Time is an abstraction that has served us well but also brings a shadow: “We don’t have time for this” is a bid for control and a step away from collaboration, participation and democracy.

However, anything that we have made up can be transformed and the first step towards a way of living and being together that is commensurate with the real rhythms and cycles of our world is to make time for each other.

True conversation and connection, deep thinking and creativity are emergent, and have their own qualitative rhythm rather than the tick-tock of mechanistic predictability and control.

And, if we choose to work carefully, consciously and together, there is always enough time.


As I thought about this writing, I looked back into some of my favourite old texts. ‘The Passion of the Western Mind’ by Richard Tarnas has some interesting thoughts on our understanding of time.

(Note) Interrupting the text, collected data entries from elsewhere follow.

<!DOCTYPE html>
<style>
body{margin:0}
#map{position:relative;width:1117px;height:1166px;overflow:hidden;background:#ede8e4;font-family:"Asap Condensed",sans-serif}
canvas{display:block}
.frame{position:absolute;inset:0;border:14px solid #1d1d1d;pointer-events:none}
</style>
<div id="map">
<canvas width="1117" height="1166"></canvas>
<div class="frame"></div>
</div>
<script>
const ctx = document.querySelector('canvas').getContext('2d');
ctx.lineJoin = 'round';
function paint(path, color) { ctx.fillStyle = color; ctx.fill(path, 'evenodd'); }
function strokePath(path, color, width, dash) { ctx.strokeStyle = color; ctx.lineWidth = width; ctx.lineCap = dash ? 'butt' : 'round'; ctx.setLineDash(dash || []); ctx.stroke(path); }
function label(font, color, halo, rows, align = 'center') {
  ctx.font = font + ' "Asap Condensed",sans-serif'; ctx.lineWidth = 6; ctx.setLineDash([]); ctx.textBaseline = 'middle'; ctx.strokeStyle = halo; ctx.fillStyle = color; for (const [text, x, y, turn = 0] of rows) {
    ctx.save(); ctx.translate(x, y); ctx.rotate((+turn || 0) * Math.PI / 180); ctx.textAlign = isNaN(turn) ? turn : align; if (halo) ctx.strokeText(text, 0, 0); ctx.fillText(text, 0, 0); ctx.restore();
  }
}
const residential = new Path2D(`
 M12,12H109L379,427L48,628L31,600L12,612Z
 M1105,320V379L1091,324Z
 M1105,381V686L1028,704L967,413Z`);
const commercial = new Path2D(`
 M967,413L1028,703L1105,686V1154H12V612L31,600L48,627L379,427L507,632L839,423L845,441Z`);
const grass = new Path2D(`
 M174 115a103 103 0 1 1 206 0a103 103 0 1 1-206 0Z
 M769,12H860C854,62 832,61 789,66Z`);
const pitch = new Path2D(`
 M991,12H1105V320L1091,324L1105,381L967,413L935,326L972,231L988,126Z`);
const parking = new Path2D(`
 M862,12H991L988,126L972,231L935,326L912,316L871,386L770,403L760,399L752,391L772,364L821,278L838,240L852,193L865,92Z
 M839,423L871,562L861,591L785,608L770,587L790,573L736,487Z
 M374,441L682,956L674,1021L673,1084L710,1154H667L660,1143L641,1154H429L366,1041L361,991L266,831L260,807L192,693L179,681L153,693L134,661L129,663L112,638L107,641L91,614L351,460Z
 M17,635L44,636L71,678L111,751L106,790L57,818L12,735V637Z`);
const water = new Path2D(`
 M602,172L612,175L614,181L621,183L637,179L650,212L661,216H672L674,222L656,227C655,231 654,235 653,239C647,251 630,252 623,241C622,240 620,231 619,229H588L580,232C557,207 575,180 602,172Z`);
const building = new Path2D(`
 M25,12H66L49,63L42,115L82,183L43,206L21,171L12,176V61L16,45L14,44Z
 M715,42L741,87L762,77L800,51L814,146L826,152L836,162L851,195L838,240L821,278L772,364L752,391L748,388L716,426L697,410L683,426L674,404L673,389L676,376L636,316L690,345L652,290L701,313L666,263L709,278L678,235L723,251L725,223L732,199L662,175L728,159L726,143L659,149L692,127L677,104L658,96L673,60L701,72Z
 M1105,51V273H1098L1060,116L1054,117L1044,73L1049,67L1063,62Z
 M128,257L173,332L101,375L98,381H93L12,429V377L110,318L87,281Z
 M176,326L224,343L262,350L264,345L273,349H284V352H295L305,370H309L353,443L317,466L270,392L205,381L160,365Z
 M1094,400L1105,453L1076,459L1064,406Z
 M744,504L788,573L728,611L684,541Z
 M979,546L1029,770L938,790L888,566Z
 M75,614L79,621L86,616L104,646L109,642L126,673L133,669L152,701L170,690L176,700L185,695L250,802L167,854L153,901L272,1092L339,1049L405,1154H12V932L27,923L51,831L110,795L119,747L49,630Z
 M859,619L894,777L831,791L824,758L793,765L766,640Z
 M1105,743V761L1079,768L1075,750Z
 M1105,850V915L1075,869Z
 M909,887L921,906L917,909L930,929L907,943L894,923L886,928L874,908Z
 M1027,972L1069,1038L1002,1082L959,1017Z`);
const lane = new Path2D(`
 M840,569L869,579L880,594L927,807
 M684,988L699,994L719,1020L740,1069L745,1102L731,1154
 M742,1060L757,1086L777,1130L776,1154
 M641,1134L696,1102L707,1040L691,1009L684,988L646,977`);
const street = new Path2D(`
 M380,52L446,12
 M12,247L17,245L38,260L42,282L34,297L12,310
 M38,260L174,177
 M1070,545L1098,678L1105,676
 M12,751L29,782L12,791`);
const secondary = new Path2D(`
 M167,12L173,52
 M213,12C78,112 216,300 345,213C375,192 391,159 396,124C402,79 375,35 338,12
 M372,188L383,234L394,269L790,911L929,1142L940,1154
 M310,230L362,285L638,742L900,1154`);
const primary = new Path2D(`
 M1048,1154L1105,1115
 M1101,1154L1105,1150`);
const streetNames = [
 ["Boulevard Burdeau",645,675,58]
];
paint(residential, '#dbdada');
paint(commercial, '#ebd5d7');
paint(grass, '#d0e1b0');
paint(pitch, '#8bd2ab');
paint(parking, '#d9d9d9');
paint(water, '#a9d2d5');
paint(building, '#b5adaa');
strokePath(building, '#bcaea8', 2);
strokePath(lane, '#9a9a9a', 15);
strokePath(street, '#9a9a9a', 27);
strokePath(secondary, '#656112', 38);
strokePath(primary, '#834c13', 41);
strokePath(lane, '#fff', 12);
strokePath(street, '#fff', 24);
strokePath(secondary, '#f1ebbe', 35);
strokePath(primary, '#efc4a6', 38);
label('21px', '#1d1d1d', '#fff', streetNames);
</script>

Timothy Morton’s ‘Being Ecological’ is a fascinating if challenging read. Among other things, he links considerations of time, prediction and outcome. It’s rich material. One quote I like: “The question at the end of the round table wants to see ahead and anticipate what to do, in advance. That’s what we can’t do. Because we have been driving in the wrong direction - that’s exactly why all this happened.”

My more recent reading includes An Other Kingdom: Departing the Consumer Culture (Block, Brueggeman and McKnight). They say, “Busyness or lack of time, is the common argument against Democracy. Oscar wilde said he was for Socialism, but it took too many evening meetings.’

And finally from my buddy John Higgins, co-author of ‘Speak Up’ who tells me to, “Drink coffee. Make crap decisions faster!”